• _HOW TO COMPLETE THIS TASK_
In the material below, find the line with "8h14l-1 12H6zM9 8a3" and the line with "<li><i></i>Delivered</li>", then output those two lines and every line between them, exactly.

• _GIVEN INFORMATION_
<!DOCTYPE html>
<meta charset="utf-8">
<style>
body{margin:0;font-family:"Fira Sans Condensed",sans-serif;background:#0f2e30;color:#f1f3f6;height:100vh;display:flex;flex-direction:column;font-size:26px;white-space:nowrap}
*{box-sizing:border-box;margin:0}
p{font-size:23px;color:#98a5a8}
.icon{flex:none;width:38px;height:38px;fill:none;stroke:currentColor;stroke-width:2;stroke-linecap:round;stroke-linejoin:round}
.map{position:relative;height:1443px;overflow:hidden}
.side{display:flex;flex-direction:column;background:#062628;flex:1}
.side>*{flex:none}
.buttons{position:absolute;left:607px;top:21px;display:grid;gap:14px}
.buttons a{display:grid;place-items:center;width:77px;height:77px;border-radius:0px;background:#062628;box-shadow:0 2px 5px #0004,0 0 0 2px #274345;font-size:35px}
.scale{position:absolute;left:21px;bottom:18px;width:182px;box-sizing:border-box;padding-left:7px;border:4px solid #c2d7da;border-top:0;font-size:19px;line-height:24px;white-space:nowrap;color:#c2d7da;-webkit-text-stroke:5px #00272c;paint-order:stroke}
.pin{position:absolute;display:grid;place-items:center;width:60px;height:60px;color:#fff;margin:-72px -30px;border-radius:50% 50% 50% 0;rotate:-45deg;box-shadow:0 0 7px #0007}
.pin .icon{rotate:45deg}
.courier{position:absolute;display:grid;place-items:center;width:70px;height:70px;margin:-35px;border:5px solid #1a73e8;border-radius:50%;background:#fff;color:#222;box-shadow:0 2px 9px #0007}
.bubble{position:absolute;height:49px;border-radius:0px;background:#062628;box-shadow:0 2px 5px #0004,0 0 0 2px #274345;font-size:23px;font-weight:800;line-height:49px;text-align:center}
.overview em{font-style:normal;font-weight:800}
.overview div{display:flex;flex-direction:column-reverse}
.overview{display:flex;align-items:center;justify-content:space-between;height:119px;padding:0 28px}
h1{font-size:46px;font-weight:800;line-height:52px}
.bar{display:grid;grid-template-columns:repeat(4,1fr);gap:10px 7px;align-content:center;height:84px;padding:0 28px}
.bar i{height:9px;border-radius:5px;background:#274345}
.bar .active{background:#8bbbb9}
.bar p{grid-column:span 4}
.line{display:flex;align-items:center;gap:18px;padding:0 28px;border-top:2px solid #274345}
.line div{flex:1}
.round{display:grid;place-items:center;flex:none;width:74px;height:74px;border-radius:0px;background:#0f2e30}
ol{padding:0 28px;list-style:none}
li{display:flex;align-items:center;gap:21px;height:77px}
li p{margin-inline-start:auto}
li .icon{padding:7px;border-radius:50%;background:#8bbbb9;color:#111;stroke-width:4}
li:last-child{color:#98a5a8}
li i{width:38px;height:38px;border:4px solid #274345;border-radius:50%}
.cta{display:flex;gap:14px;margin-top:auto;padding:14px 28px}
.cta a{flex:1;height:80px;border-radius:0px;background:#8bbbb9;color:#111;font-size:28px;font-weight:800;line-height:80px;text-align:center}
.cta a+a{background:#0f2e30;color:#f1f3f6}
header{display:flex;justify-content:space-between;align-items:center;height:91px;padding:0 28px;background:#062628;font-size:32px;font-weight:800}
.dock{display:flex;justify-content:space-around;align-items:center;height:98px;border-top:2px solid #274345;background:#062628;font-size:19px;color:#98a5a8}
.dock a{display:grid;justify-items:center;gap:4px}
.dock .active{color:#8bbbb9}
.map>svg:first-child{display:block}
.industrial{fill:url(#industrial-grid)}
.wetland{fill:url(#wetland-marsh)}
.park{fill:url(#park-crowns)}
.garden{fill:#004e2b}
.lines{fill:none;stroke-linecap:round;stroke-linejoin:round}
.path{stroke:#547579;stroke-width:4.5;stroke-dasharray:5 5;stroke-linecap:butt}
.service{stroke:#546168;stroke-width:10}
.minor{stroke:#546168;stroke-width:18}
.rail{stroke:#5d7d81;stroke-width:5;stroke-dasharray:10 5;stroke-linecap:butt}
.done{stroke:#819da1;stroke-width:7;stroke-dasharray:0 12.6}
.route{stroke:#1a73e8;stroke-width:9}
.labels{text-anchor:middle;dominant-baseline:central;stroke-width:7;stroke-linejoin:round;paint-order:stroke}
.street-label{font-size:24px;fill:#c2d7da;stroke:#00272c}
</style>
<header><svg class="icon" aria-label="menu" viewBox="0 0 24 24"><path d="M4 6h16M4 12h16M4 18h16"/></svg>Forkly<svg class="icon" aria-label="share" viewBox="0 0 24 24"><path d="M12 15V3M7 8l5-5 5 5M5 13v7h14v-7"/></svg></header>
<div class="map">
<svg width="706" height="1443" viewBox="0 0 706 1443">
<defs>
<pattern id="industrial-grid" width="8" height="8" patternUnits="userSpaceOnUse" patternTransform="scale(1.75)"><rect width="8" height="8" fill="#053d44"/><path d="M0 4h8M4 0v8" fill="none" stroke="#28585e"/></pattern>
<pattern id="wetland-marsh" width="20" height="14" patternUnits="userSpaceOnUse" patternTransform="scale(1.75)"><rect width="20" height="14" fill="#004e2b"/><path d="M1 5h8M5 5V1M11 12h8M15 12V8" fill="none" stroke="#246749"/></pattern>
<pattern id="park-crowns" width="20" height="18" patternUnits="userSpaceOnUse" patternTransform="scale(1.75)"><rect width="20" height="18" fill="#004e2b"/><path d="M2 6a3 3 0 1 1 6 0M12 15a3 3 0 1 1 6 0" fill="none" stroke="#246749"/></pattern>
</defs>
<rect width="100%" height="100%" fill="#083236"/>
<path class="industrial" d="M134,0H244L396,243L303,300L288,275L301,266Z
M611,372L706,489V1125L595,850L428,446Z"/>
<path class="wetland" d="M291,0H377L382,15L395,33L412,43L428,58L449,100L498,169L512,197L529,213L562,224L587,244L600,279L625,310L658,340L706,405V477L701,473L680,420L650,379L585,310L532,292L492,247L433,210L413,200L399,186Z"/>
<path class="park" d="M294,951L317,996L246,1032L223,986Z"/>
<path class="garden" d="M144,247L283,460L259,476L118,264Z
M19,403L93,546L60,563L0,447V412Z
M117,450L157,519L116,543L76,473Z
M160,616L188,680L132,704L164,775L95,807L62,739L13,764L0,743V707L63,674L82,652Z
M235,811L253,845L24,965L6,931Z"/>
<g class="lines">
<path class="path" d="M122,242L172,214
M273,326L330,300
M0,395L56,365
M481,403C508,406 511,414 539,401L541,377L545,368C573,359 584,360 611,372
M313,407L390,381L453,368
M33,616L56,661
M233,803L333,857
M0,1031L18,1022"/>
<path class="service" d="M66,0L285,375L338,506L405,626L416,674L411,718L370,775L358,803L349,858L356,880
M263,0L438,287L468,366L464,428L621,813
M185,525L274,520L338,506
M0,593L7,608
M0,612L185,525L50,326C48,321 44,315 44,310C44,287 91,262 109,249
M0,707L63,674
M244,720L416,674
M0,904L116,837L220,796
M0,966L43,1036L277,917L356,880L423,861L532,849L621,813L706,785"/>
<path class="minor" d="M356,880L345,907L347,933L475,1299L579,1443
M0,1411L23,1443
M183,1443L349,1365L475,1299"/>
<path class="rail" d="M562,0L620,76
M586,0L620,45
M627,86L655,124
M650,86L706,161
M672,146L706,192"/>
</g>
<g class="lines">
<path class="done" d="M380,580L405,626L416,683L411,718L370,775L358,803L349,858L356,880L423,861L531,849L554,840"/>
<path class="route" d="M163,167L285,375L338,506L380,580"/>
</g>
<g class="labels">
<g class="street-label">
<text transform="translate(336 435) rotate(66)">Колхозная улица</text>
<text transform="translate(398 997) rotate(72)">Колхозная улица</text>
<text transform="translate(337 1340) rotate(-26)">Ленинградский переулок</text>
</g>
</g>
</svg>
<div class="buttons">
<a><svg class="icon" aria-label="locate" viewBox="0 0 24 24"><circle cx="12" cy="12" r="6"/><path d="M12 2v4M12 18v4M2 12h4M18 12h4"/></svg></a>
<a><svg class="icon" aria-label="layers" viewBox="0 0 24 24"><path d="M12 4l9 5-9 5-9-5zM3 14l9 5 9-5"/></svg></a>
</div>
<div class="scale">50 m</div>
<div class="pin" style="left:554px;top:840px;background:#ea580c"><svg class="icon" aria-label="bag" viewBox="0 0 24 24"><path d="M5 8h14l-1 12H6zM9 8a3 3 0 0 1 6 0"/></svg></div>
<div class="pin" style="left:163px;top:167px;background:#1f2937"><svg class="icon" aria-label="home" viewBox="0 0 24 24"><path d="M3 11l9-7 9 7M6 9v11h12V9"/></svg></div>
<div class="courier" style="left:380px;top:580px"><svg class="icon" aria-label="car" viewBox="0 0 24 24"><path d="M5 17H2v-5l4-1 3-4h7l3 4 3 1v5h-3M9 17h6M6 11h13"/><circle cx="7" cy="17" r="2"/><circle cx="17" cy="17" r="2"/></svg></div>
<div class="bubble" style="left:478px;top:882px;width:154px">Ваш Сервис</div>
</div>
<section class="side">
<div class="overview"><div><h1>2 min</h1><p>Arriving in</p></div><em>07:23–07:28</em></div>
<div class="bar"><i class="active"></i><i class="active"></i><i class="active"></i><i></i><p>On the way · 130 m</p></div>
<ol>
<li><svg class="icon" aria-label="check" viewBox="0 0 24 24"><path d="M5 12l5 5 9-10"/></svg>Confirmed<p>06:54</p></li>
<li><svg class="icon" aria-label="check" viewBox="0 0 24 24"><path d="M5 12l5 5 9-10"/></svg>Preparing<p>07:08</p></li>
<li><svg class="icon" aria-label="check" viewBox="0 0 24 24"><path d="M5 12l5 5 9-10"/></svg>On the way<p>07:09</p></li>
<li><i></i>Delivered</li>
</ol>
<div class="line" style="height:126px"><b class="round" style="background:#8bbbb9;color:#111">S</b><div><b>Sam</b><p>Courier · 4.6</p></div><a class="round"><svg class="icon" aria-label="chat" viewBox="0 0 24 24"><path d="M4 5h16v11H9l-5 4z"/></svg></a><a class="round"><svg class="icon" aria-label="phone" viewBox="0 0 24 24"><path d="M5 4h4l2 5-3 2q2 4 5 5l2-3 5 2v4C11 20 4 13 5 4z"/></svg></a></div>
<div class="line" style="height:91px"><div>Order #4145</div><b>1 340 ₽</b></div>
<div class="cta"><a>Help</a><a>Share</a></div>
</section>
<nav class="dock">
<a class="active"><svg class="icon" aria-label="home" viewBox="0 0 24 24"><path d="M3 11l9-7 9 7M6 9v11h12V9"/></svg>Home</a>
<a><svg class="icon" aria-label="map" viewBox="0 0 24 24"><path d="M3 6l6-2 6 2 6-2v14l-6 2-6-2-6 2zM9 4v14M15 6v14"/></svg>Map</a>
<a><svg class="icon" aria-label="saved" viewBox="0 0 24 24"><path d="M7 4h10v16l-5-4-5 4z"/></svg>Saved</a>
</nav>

• _REPLY TO THE TASK_
<div class="pin" style="left:554px;top:840px;background:#ea580c"><svg class="icon" aria-label="bag" viewBox="0 0 24 24"><path d="M5 8h14l-1 12H6zM9 8a3 3 0 0 1 6 0"/></svg></div>
<div class="pin" style="left:163px;top:167px;background:#1f2937"><svg class="icon" aria-label="home" viewBox="0 0 24 24"><path d="M3 11l9-7 9 7M6 9v11h12V9"/></svg></div>
<div class="courier" style="left:380px;top:580px"><svg class="icon" aria-label="car" viewBox="0 0 24 24"><path d="M5 17H2v-5l4-1 3-4h7l3 4 3 1v5h-3M9 17h6M6 11h13"/><circle cx="7" cy="17" r="2"/><circle cx="17" cy="17" r="2"/></svg></div>
<div class="bubble" style="left:478px;top:882px;width:154px">Ваш Сервис</div>
</div>
<section class="side">
<div class="overview"><div><h1>2 min</h1><p>Arriving in</p></div><em>07:23–07:28</em></div>
<div class="bar"><i class="active"></i><i class="active"></i><i class="active"></i><i></i><p>On the way · 130 m</p></div>
<ol>
<li><svg class="icon" aria-label="check" viewBox="0 0 24 24"><path d="M5 12l5 5 9-10"/></svg>Confirmed<p>06:54</p></li>
<li><svg class="icon" aria-label="check" viewBox="0 0 24 24"><path d="M5 12l5 5 9-10"/></svg>Preparing<p>07:08</p></li>
<li><svg class="icon" aria-label="check" viewBox="0 0 24 24"><path d="M5 12l5 5 9-10"/></svg>On the way<p>07:09</p></li>
<li><i></i>Delivered</li>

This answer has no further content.